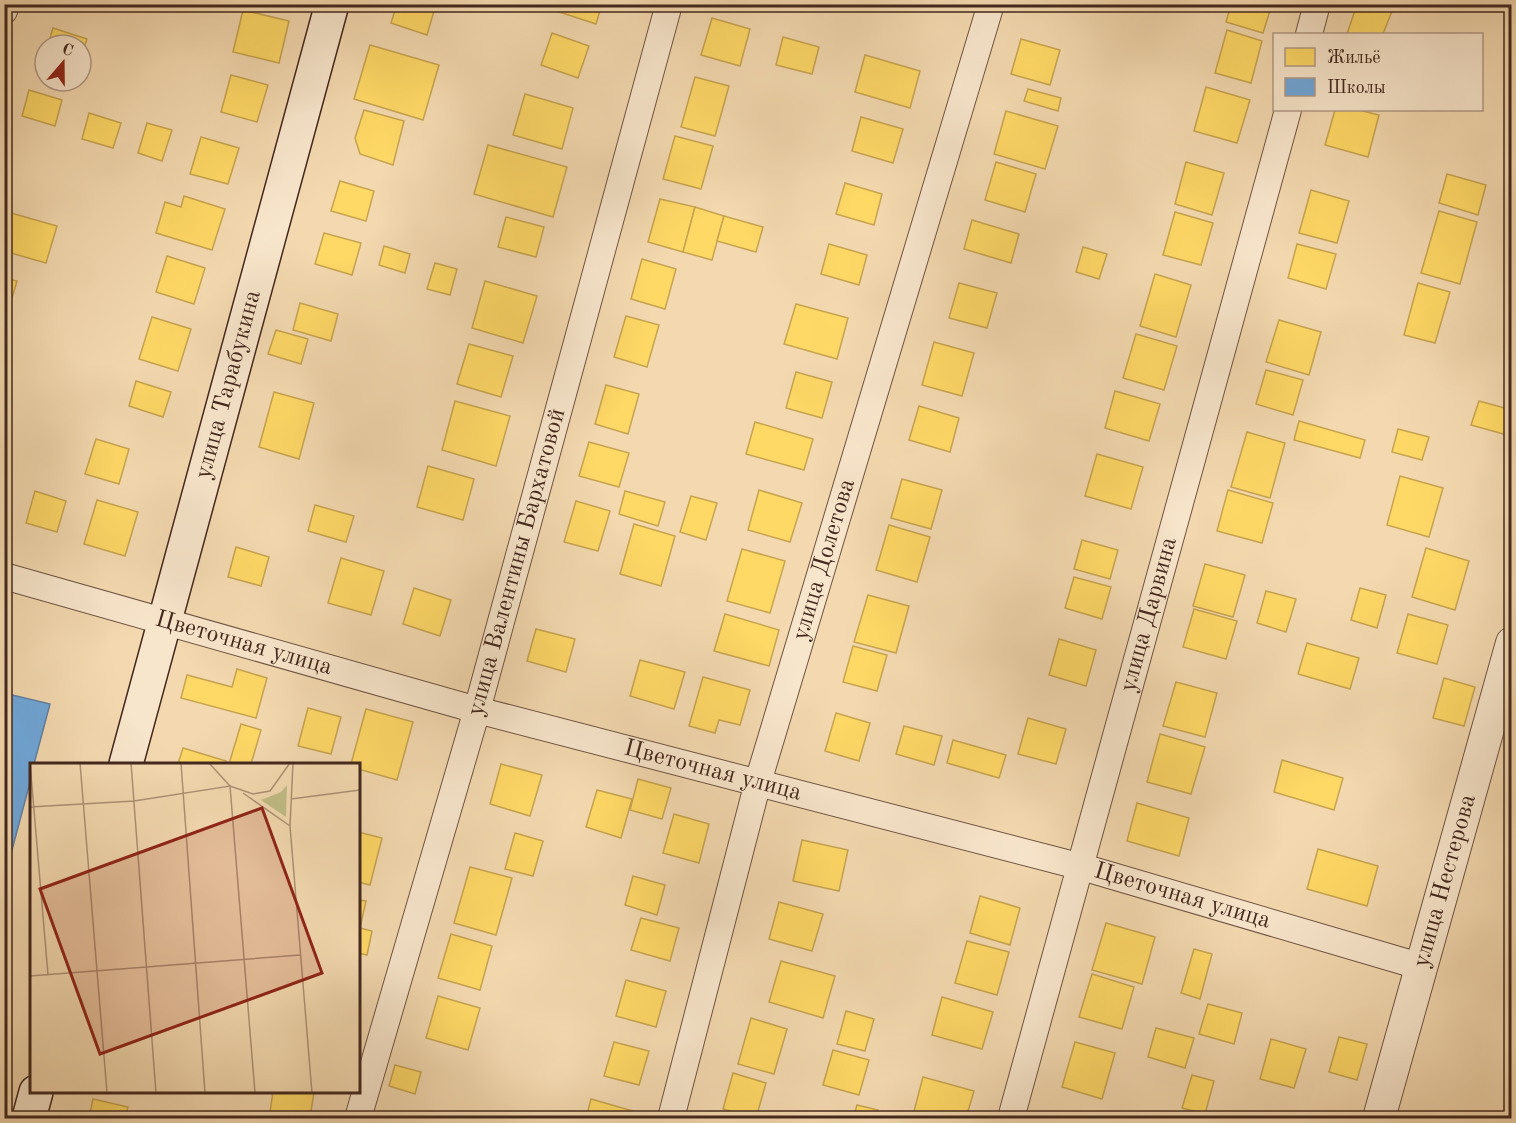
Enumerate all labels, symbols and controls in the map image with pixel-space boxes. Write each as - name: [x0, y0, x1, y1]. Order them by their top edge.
- north arrow: [33, 33, 93, 93]
- legend: [1273, 33, 1483, 111]
- text: С: [60, 41, 75, 60]
- text: Жильё: [1327, 49, 1381, 67]
- text: Школы: [1327, 79, 1386, 97]
- street label: улица Тарабукина: [192, 287, 266, 482]
- street label: улица Валентины Бархатовой: [464, 406, 570, 719]
- street label: улица Долетова: [789, 476, 860, 644]
- street label: улица Дарвина: [1117, 534, 1182, 695]
- street label: Цветочная улица: [152, 607, 335, 680]
- street label: Цветочная улица: [621, 737, 804, 806]
- inset map: [30, 763, 360, 1093]
- street label: улица Нестерова: [1410, 792, 1481, 970]
- street label: Цветочная улица: [1091, 859, 1273, 934]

§ Your task: Each record above is to be written out exactly; the pictures are not.

§ Task result:
Enumerate all labels, symbols and controls in the map image with pixel-space boxes. Write each as - name: [x0, y0, x1, y1]. Order them by their top edge.
- north arrow: [33, 33, 93, 93]
- legend: [1273, 33, 1483, 111]
- text: С: [60, 41, 75, 60]
- text: Жильё: [1327, 49, 1381, 67]
- text: Школы: [1327, 79, 1386, 97]
- street label: улица Тарабукина: [192, 287, 266, 482]
- street label: улица Валентины Бархатовой: [464, 406, 570, 719]
- street label: улица Долетова: [789, 476, 860, 644]
- street label: улица Дарвина: [1117, 534, 1182, 695]
- street label: Цветочная улица: [152, 607, 335, 680]
- street label: Цветочная улица: [621, 737, 804, 806]
- inset map: [30, 763, 360, 1093]
- street label: улица Нестерова: [1410, 792, 1481, 970]
- street label: Цветочная улица: [1091, 859, 1273, 934]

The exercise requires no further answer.